[Start of Attachment]

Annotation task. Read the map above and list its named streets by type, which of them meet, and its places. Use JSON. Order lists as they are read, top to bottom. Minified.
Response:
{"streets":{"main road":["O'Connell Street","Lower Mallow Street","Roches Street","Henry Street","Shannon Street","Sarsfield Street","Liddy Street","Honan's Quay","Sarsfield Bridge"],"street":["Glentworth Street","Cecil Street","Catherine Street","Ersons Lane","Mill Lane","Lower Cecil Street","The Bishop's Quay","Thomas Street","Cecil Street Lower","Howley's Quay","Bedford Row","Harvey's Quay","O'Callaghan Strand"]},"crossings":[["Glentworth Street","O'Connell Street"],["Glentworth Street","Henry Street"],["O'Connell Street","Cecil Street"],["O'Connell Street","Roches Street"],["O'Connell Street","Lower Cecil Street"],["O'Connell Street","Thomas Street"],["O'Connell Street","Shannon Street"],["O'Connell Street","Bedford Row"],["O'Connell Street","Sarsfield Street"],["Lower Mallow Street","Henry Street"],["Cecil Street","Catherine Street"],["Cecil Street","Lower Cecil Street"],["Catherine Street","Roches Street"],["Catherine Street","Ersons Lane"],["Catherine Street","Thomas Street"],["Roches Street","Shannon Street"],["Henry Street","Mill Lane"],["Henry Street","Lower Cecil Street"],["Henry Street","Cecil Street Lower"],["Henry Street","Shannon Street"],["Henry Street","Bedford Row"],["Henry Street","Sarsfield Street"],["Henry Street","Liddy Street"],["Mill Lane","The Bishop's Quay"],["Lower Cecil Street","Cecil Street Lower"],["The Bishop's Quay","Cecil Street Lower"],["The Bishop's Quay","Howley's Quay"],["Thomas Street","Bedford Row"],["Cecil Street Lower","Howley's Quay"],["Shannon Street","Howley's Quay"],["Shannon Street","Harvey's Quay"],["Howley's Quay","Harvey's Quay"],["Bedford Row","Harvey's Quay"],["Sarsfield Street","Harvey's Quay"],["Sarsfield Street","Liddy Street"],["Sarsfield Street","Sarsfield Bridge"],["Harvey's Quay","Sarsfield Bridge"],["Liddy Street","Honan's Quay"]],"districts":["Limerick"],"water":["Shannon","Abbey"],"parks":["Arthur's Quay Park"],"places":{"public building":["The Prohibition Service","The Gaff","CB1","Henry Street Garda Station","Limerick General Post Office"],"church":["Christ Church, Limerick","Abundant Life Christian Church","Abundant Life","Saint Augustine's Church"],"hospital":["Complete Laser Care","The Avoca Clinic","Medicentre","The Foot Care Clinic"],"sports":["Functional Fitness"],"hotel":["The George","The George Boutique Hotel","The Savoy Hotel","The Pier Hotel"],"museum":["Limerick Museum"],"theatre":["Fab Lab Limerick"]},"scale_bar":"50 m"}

[End of Attachment]

> **WORK REQUEST**: Retype the material in full, character for character.

> **ANSWER TO THE PROBLEM**:
Annotation task. Read the map above and list its named streets by type, which of them meet, and its places. Use JSON. Order lists as they are read, top to bottom. Minified.
Response:
{"streets":{"main road":["O'Connell Street","Lower Mallow Street","Roches Street","Henry Street","Shannon Street","Sarsfield Street","Liddy Street","Honan's Quay","Sarsfield Bridge"],"street":["Glentworth Street","Cecil Street","Catherine Street","Ersons Lane","Mill Lane","Lower Cecil Street","The Bishop's Quay","Thomas Street","Cecil Street Lower","Howley's Quay","Bedford Row","Harvey's Quay","O'Callaghan Strand"]},"crossings":[["Glentworth Street","O'Connell Street"],["Glentworth Street","Henry Street"],["O'Connell Street","Cecil Street"],["O'Connell Street","Roches Street"],["O'Connell Street","Lower Cecil Street"],["O'Connell Street","Thomas Street"],["O'Connell Street","Shannon Street"],["O'Connell Street","Bedford Row"],["O'Connell Street","Sarsfield Street"],["Lower Mallow Street","Henry Street"],["Cecil Street","Catherine Street"],["Cecil Street","Lower Cecil Street"],["Catherine Street","Roches Street"],["Catherine Street","Ersons Lane"],["Catherine Street","Thomas Street"],["Roches Street","Shannon Street"],["Henry Street","Mill Lane"],["Henry Street","Lower Cecil Street"],["Henry Street","Cecil Street Lower"],["Henry Street","Shannon Street"],["Henry Street","Bedford Row"],["Henry Street","Sarsfield Street"],["Henry Street","Liddy Street"],["Mill Lane","The Bishop's Quay"],["Lower Cecil Street","Cecil Street Lower"],["The Bishop's Quay","Cecil Street Lower"],["The Bishop's Quay","Howley's Quay"],["Thomas Street","Bedford Row"],["Cecil Street Lower","Howley's Quay"],["Shannon Street","Howley's Quay"],["Shannon Street","Harvey's Quay"],["Howley's Quay","Harvey's Quay"],["Bedford Row","Harvey's Quay"],["Sarsfield Street","Harvey's Quay"],["Sarsfield Street","Liddy Street"],["Sarsfield Street","Sarsfield Bridge"],["Harvey's Quay","Sarsfield Bridge"],["Liddy Street","Honan's Quay"]],"districts":["Limerick"],"water":["Shannon","Abbey"],"parks":["Arthur's Quay Park"],"places":{"public building":["The Prohibition Service","The Gaff","CB1","Henry Street Garda Station","Limerick General Post Office"],"church":["Christ Church, Limerick","Abundant Life Christian Church","Abundant Life","Saint Augustine's Church"],"hospital":["Complete Laser Care","The Avoca Clinic","Medicentre","The Foot Care Clinic"],"sports":["Functional Fitness"],"hotel":["The George","The George Boutique Hotel","The Savoy Hotel","The Pier Hotel"],"museum":["Limerick Museum"],"theatre":["Fab Lab Limerick"]},"scale_bar":"50 m"}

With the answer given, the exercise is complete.